Starting point is 00:07:15 Here I will dwell, for I have desired it. I will abundantly bless her provisions. I will satisfy her poor with bread. Her priests, I will clothe with salvation. And her saints will shout for joy. There I will make a horn to sprout for David. I have prepared a lamp for my anointed. His enemies I will clothe with shame, but on him his crown will shine.
Starting point is 00:07:43 There's so much cool stuff happening here in these verses, but let's emphasize verse 14. Remember, this is to God's people in exile, in the barren landscape, in the lifeless place. And God says, this is my resting place forever. Here I will dwell, for I have desired it. This is God's way of saying, yes, I know that you're just trying to survive. the winter right now. But this winter that you're surviving, it's just a season. Because I'm coming to dwell with you. And I'm not just coming to dwell with you again. I'm coming to dwell with you forever. Now, this is a fabulous promise, but it begs another question. How? How is that going to happen?

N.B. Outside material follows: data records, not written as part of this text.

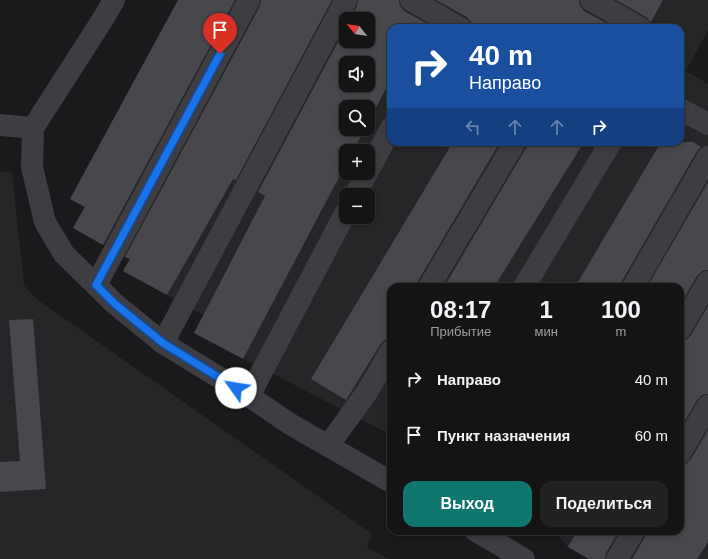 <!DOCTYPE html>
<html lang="ru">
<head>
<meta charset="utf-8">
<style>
  body { margin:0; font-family:Helvetica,sans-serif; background:#212122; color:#f1f3f6; height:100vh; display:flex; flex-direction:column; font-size:15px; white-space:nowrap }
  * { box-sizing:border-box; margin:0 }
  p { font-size:13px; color:#9d9ea0 }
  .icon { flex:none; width:22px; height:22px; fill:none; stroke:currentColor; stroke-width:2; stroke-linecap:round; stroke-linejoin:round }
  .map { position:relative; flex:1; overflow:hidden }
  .drawer { position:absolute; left:387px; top:283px; width:297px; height:252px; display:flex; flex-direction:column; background:#141415; border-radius:12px; box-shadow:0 2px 6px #0003,0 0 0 1px #333334 }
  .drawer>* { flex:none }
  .banner { position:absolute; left:387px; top:24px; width:297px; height:122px; border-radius:12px; box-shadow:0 2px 6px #0003,0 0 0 1px #333334; background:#1a4fa0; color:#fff; overflow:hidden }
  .needle { width:26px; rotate:300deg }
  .controls { position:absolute; left:339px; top:12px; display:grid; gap:8px }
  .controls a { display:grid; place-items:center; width:36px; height:36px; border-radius:8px; background:#141415; box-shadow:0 2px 6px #0003,0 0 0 1px #333334; font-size:20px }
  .pin { position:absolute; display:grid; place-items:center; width:34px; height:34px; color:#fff; margin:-41px -17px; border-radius:50% 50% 50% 0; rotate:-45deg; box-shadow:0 0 4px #0007 }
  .pin .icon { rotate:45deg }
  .me { position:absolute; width:44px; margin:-22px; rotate:302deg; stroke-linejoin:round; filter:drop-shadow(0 0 3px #0008) }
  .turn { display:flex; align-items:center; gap:14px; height:84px; padding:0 16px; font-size:18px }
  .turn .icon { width:52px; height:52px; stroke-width:2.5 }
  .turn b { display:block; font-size:28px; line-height:34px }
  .lanes { display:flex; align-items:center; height:38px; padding:0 16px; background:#0003; justify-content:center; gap:20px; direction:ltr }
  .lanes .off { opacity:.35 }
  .eta { display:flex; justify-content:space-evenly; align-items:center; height:68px; text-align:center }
  .eta b { font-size:24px; font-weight:700; line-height:28px }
  .cta { display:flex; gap:8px; margin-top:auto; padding:8px 16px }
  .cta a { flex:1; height:46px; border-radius:12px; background:#0f766e; color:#fff; font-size:16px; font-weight:700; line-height:46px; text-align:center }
  .cta a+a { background:#212122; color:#f1f3f6 }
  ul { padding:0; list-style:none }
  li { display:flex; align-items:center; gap:12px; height:56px; padding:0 16px }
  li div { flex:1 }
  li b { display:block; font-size:15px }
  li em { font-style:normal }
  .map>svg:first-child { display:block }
</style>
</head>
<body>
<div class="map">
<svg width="708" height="559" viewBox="0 0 708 559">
  <rect width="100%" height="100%" fill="#1a1a1c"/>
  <!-- built -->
  <g fill="#262629" fill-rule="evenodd">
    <path d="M178,0H708V30L686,71L708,84V559H589L568,547L555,531H680V287H391V435L194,333L203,315L123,271L130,259L73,228L84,207L70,199ZM346,19H368V41H346ZM391,28H680V142H391ZM346,63H368V85H346ZM346,107H368V129H346ZM346,151H368V173H346ZM346,195H368V217H346Z"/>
    <path d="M0,172H12L24,285L38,300L372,534L367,547L388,559H0Z"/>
  </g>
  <!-- building -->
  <g fill="#47474c" fill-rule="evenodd">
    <path d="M178,0H235L103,245L73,228L85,207L70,199Z"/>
    <path d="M261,0H332L236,180L233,179L167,295L123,271L130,259L125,257L260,6Z"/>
    <path d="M358,0H399L400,6L404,11L435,28H391V79L368,123V107H346V129H365L353,151H346V164L243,359L194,333L265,196L258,192L346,27V41H368V19H350L357,6ZM346,63H368V85H346Z"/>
    <path d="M436,0H579L580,6L584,11L615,28H472L471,22L467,17Z"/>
    <path d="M616,0H663L651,22L646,17Z"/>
    <path d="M453,142H500L418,281L417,287H391V339L384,340L380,345L346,400L311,379Z"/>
    <path d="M527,142H584L494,287H444L526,148Z"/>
    <path d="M661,142H693L701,147L697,151L622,281L621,287H575Z"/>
    <path d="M708,182V270L702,271L697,276L680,305V287H647Z"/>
    <path d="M708,306V394L702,395L697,400L680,429V341L686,340L691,335Z"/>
    <path d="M33,319L46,489L0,492V462L20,461L9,320Z"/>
    <path d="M708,430V542L697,559H632L645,537L646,531H680V465L686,464L691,459Z"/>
    <path d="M577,531H619L606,553L605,559H589L568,547Z"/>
  </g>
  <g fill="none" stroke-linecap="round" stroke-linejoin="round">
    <!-- minor -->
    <g stroke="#3d3d42" stroke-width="22">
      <path d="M114,0L103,19L33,128L32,167L45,222L64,254L115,304L163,343L249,396L290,424L391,482"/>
      <path d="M411,0L460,28"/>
      <path d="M591,0L640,28"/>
      <path d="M680,109L708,124"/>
      <path d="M0,125L33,128"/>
      <path d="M368,171L391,128"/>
      <path d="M355,195L367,173"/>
      <path d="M96,285L249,0"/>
      <path d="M429,287L515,142"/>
      <path d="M524,287L611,142"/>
      <path d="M633,287L708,157"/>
      <path d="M680,329L708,282"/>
      <path d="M163,343L346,0"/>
      <path d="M249,396L346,212"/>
      <path d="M328,446L367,392L391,351"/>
      <path d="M680,453L708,406"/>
      <path d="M476,531L524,559"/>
      <path d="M617,559L634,531"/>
    </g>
  </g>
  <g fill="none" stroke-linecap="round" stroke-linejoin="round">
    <!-- route casing -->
    <g stroke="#114b97" stroke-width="10">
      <path id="route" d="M220,54L96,285L115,304L163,343L236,388"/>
    </g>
    <!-- route -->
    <use href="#route" stroke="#1a73e8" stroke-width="7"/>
  </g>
</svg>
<div class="controls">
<a><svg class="needle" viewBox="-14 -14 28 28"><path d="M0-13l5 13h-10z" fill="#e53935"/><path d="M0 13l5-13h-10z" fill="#9d9ea0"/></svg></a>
<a><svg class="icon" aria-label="sound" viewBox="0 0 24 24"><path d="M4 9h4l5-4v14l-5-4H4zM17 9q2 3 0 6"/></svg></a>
<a><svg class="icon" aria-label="search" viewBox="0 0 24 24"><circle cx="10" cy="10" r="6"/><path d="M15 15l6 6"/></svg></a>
<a>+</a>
<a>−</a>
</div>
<div class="pin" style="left:220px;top:54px;background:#d93025"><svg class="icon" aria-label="arrive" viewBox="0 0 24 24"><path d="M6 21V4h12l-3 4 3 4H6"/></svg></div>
<svg class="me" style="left:236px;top:388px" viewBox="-20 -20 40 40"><circle r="19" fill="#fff"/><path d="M0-13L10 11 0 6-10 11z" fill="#1a73e8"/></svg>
<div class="banner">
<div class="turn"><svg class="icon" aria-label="right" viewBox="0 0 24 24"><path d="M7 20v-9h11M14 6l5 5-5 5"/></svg><div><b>40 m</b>Направо</div></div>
<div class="lanes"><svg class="icon off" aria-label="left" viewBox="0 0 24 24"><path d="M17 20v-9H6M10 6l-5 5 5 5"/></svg><svg class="icon off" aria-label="ahead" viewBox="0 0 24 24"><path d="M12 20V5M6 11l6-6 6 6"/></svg><svg class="icon off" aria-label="ahead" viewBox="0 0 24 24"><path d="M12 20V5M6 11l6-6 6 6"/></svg><svg class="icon" aria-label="right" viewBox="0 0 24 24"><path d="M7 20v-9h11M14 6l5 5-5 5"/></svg></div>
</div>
<section class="drawer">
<div class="eta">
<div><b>08:17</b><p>Прибытие</p></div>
<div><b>1</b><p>мин</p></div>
<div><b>100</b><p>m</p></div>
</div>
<ul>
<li><svg class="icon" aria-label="right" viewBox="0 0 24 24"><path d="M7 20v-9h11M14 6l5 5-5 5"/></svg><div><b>Направо</b></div><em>40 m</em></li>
<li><svg class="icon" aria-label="arrive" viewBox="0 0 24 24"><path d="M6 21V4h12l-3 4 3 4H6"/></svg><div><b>Пункт назначения</b></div><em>60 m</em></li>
</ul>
<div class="cta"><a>Выход</a><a>Поделиться</a></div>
</section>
</div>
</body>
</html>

Starting point is 00:08:28 Given the ripple effects of sin in our broken world, how will the exile possibly end? verse 17 gives us the how there I will make a horn to sprout for David in the Old Testament a horn is an image of strength and the Hebrew at play here really gives us the image of this horn this strength sprouting up from the ground springing up from the earth like a plant verses 17 through 18 say that this strength will sprout up
Starting point is 00:08:57 it will be God's anointed one it will be a king who will wear a shining crown These verses are like the snowdrop emerging from the barren landscape, sprouting from the ground. This is the signpost of hope, reminding us that life can sprout from even the most lifeless places. In the gospel accounts, we see how this hope becomes a reality in the person of Jesus. In Luke 1, verse 68 through 69, Zechariah draws on this image of hope to describe the arrival of Jesus as the heavenly king who is with us. This is what Zachariah says. Blessed be the Lord God of Israel, for he has visited and redeemed his people and has raised up a horn of salvation for us in the house of his servant, David.
Starting point is 00:09:47 Like the snowdrops sprouting up as a sign of spring, Psalm 132 portrays the strength of God sprouting up in the barren landscape of exile to create life. It's a sign pointing us to King Jesus to the hope that God's strength and God's presence have come in Him and will come again when he returns to make all things new. In this season of Advent, Psalm 132 gives us a picture of God's promise that spring is coming. Life is coming because King Jesus is coming into our world, into our lives, and into our hearts. Heavenly Father, we do bring the lifeless places of our stories to you. Many of us are simply trying to get through this week, through this day, or through this hour. Would you help us see that the winter, that the exile lasts only for a season?
Starting point is 00:10:46 Help us see that your presence with us lasts forever. Jesus, we praise you that you have made a way to dwell with us through your life, your death, your resurrection, and your reign today. Holy Spirit, give us the hope that comes in knowing that new life sprouts up and even the most barren places of our world and our lives. God, we need you, and we love you. In Jesus' name, amen.